Histology and microscopy. Paraffin-embedded pancreatic sections were stained with hematoxylin and eosin. Bright-field images were obtained with an Olympus BX61 microscope with a 40×/0.75 UPlanFLN objective lens and a RETIGA 4000R camera. Images were acquired by Improvision’s Velocity software s at 3.4 megapixel resolution (1848 × 1848 pixels). Images were processed using FIJI software and flat-field correction was done via macros created by Robert Bagnell and Pablo Ariel (Microscopy Core Facility of the University of North Carolina at Chapel Hill) (84). Insulitis was scored in a blinded manner; a minimum of 50 islets for each individual pancreas were examined.

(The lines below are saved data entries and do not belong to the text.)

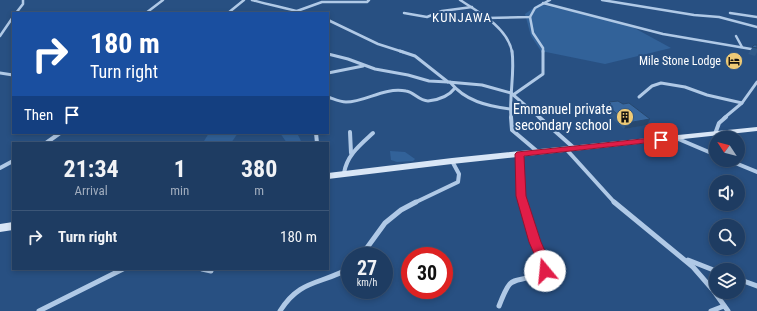 <!DOCTYPE html>
<style>
:root{--surface:#1e3c62;--page:#264368;--text:#f1f3f6;--muted:#a1adbe;--line:#3c5677}
body{margin:0;font-family:"Roboto Condensed",sans-serif;background:var(--page);color:var(--text);height:100vh;display:flex;flex-direction:column;font-size:15px;white-space:nowrap}
*{box-sizing:border-box;margin:0}
p{font-size:13px;color:var(--muted)}
.icon{flex:none;width:22px;height:22px;fill:none;stroke:currentColor;stroke-width:2;stroke-linecap:round;stroke-linejoin:round}
.map{position:relative;flex:1;overflow:hidden}
.sheet{position:absolute;left:12px;top:142px;width:317px;height:128px;display:flex;flex-direction:column;background:var(--surface);border-radius:0px;box-shadow:0 2px 6px #0003,0 0 0 1px var(--line)}
.sheet>*{flex:none}
.guide{position:absolute;left:12px;top:12px;width:317px;height:122px;border-radius:0px;box-shadow:0 2px 6px #0003,0 0 0 1px var(--line);background:#1a4fa0;color:#fff;overflow:hidden}
.needle{width:26px;rotate:306deg}
.tools{position:absolute;left:709px;top:131px;display:grid;gap:8px}
.tools a{display:grid;place-items:center;width:36px;height:36px;border-radius:50%;background:var(--surface);box-shadow:0 2px 6px #0003,0 0 0 1px var(--line);font-size:20px}
.speed{position:absolute;left:341px;top:247px;display:flex;gap:8px;font-size:20px;font-weight:700;text-align:center}
.speed>*{display:grid;place-content:center;width:52px;height:52px;border-radius:50%;background:var(--surface);box-shadow:0 2px 6px #0003,0 0 0 1px var(--line);line-height:1}
.speed small{font-size:10px;font-weight:400}
.speed .limit{border:6px solid #d22;background:#fff;color:#111}
.pin{position:absolute;display:grid;place-items:center;width:34px;height:34px;color:#fff;margin:-17px;border-radius:8px;box-shadow:0 2px 6px #0006}
.me{position:absolute;width:44px;margin:-22px;rotate:343deg;stroke-linejoin:round;filter:drop-shadow(0 0 3px #0008)}
.turn{display:flex;align-items:center;gap:14px;height:84px;padding:0 12px;font-size:18px}
.turn .icon{width:52px;height:52px;stroke-width:2.5}
.turn b{display:block;font-size:28px;line-height:34px}
.then{display:flex;align-items:center;height:38px;padding:0 12px;background:#0003;gap:8px;font-size:15px}
.eta{display:flex;justify-content:space-evenly;align-items:center;height:68px;text-align:center}
.eta b{font-size:24px;font-weight:700;line-height:28px}
ul{padding:0;list-style:none}
li{display:flex;align-items:center;gap:12px;height:52px;padding:0 12px;border-top:1px solid var(--line)}
li div{flex:1}
li b{display:block;font-size:15px}
li em{font-style:normal}
.map>svg:first-child{display:block}
</style>
<div class="map">
<svg width="757" height="311" viewBox="0 0 757 311">
<rect width="100%" height="100%" fill="#285082"/>
<g fill="#326299">
<path d="M539 4 627 24 671 48 605 64 541 51 531 36 525 14Z"/>
<path d="M209 133H238L231 143H207L204 141Z"/>
<path d="M280 133H297L302 143H287Z"/>
<path d="M390 151 405 152 415 159 413 161 397 162 391 160Z"/>
</g>
<g fill="none" stroke-linecap="round" stroke-linejoin="round">
<g stroke="#b0c9e6" stroke-width="2.5">
<path d="M252 0C269 5 287 8 304 13"/>
<path d="M460 0C479 12 508 28 512 52"/>
<path d="M602 0 694 15 719 17 757 27"/>
<path d="M543 3 663 34 757 50"/>
<path d="M297 11 322 2H367L369 0"/>
<path d="M16 13 23 4V0"/>
<path d="M146 13 163 0"/>
<path d="M228 13 244 0"/>
<path d="M404 13 427 17 442 11 472 7"/>
<path d="M730 13 757 17"/>
<path d="M530 17 533 33 543 48V52"/>
<path d="M487 18 530 17 535 8 550 0"/>
<path d="M328 20 378 44 403 52"/>
<path d="M0 36 13 17"/>
<path d="M736 36 742 47"/>
</g>
<g stroke="#b0c9e6" stroke-width="3">
<path d="M400 51 415 56 448 82 482 85 511 93 540 118"/>
<path d="M328 54 348 59 375 69 408 75 429 81 448 82"/>
<path d="M0 73 13 75"/>
<path d="M328 73 363 66"/>
<path d="M450 82C465 101 487 106 510 109"/>
<path d="M513 95 543 74V51"/>
<path d="M328 97C334 99 340 102 346 102 366 102 383 87 406 91 414 92 419 101 428 101 438 100 449 96 455 88"/>
<path d="M639 97 652 86 661 83 685 87 707 95 742 103"/>
<path d="M511 118C509 96 515 73 512 51"/>
<path d="M724 118 742 103 757 82"/>
</g>
<g stroke="#b0c9e6" stroke-width="4">
<path d="M511 117 512 130 538 152"/>
<path d="M539 117 574 148"/>
<path d="M350 132 351 153"/>
<path d="M316 133 317 143"/>
<path d="M715 134 719 123 726 117"/>
<path d="M676 138 716 155"/>
<path d="M46 143 60 133"/>
<path d="M566 149 615 203"/>
<path d="M520 154 521 196 523 203"/>
<path d="M728 160 757 172"/>
<path d="M0 168 13 161"/>
<path d="M344 173C347 155 360 145 373 133"/>
<path d="M414 203 458 182 459 174 452 161"/>
</g>
<g stroke="#b0c9e6" stroke-width="5">
<path d="M614 202 693 267 713 290 728 311"/>
<path d="M361 256 385 223 401 210 416 202"/>
<path d="M688 260 716 271"/>
<path d="M202 269 211 271"/>
<path d="M738 279 757 286"/>
<path d="M499 306C512 272 511 285 540 274L546 267 535 243 523 202"/>
<path d="M39 311 123 269"/>
<path d="M280 311C300 279 320 285 350 268"/>
<path d="M711 311 724 306"/>
</g>
<g fill="#d9e6f6" fill-rule="evenodd">
<path d="M757 127V131L452 164 328 179V173L452 158Z"/>
<path d="M13 222V230L0 232V224Z"/>
</g>
</g>
<g fill="#305988">
<path d="M754 45H757V52L755 56 748 54Z"/>
<path d="M609 102 647 125 624 129 605 112 606 110H605Z"/>
</g>
<path fill="#27486f" d="M650 119 647 125 624 129 627 123Z"/>
<g fill="#38679e" stroke="#27486f">
<path d="M754 45H757V48L752 47Z"/>
<path d="M618 101 623 104 629 103 650 119 627 123 608 106H610L608 104H611L609 102Z"/>
</g>
<path fill="#e11d48" stroke="#92132f" d="M661 137 665 140 664 141 524 156 526 196 541 242 552 267 549 275 545 276 540 275 539 271 540 267 529 242 516 196 515 154 517 152Z"/>
<defs>
<symbol id="hotel-disc" viewBox="-11 -11 22 22"><circle r="9.5" fill="#eeca76" stroke="#285082"/><path d="M-6-4.5h1.5V1H6V5H4.5V3h-9V5H-6ZM-4 0a1.8 1.8 0 1 1 3.6 0ZM.5 0V-2.5h3Q6-2.5 6 0Z" fill="#111"/></symbol>
<symbol id="building-disc" viewBox="-11 -11 22 22"><circle r="9.5" fill="#eeca76" stroke="#285082"/><path d="M-4-6H4V6H1V3H-1V6H-4ZM-2.5-4.3h1.7v1.8h-1.7ZM.8-4.3h1.7v1.8H.8ZM-2.5-1h1.7V.8h-1.7ZM.8-1h1.7V.8H.8Z" fill="#111"/></symbol>
</defs>
<g fill-rule="evenodd">
<use href="#hotel-disc" x="724" y="51" width="20" height="20"/>
<use href="#building-disc" x="615" y="107" width="20" height="20"/>
</g>
<g text-anchor="middle" stroke-width="4" stroke-linejoin="round" paint-order="stroke">
<g font-size="12" fill="#fff" stroke="#285082" text-anchor="end">
<text x="721" y="65">Mile Stone Lodge</text>
</g>
<g font-size="13" letter-spacing="1" fill="#fff" stroke="#285082">
<text x="462" y="22">KUNJAWA</text>
</g>
<g font-size="14" fill="#fff" stroke="#285082" text-anchor="end">
<text x="612" y="114">Emmanuel private<tspan x="612" dy="16">secondary school</tspan></text>
</g>
</g>
</svg>
<div class="tools">
<a><svg class="needle" viewBox="-14 -14 28 28"><path d="M0-13l5 13h-10z" fill="#e53935"/><path d="M0 13l5-13h-10z" fill="#a1adbe"/></svg></a>
<a><svg class="icon" aria-label="sound" viewBox="0 0 24 24"><path d="M4 9h4l5-4v14l-5-4H4zM17 9q2 3 0 6"/></svg></a>
<a><svg class="icon" aria-label="search" viewBox="0 0 24 24"><circle cx="10" cy="10" r="6"/><path d="M15 15l6 6"/></svg></a>
<a><svg class="icon" aria-label="layers" viewBox="0 0 24 24"><path d="M12 4l9 5-9 5-9-5zM3 14l9 5 9-5"/></svg></a>
</div>
<div class="speed"><div>27<small>km/h</small></div><div class="limit">30</div></div>
<div class="pin" style="left:661px;top:140px;background:#d93025"><svg class="icon" aria-label="arrive" viewBox="0 0 24 24"><path d="M6 21V4h12l-3 4 3 4H6"/></svg></div>
<svg class="me" style="left:545px;top:271px" viewBox="-20 -20 40 40"><circle r="19" fill="#fff"/><path d="M0-13L10 11 0 6-10 11z" fill="#e11d48"/></svg>
<div class="guide">
<div class="turn"><svg class="icon" aria-label="right" viewBox="0 0 24 24"><path d="M7 20v-9h11M14 6l5 5-5 5"/></svg><div><b>180 m</b>Turn right</div></div>
<div class="then">Then<svg class="icon" aria-label="arrive" viewBox="0 0 24 24"><path d="M6 21V4h12l-3 4 3 4H6"/></svg></div>
</div>
<section class="sheet">
<div class="eta">
<div><b>21:34</b><p>Arrival</p></div>
<div><b>1</b><p>min</p></div>
<div><b>380</b><p>m</p></div>
</div>
<ul>
<li><svg class="icon" aria-label="right" viewBox="0 0 24 24"><path d="M7 20v-9h11M14 6l5 5-5 5"/></svg><div><b>Turn right</b></div><em>180 m</em></li>
</ul>
</section>
</div>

Statistics. Data on scatter and line plots appear with the mean identified by a horizontal line. Error bars represent SD. For experiments containing 2 groups, 2-tailed Student’s t test was used to determine significance. For experiments containing more than 2 groups, 2-way analysis of variance (ANOVA) with Bonferroni’s multiple comparison correction was used to determine significance. ImageStream data are represented by SI calculated by Ideas software measuring colocalization by similarity of nucleus-stained images and transcription factor–stained images. A P value of less than 0.05 was considered significant: *P < 0.05, **P < 0.01, ***P < 0.001.

Study approval. All animal procedures were approved by the University of North Carolina at Chapel Hill (UNC-CH) IACUC. Human PBMCs were collected from healthy donors in accordance with UNC-CH IRB–approved guidelines.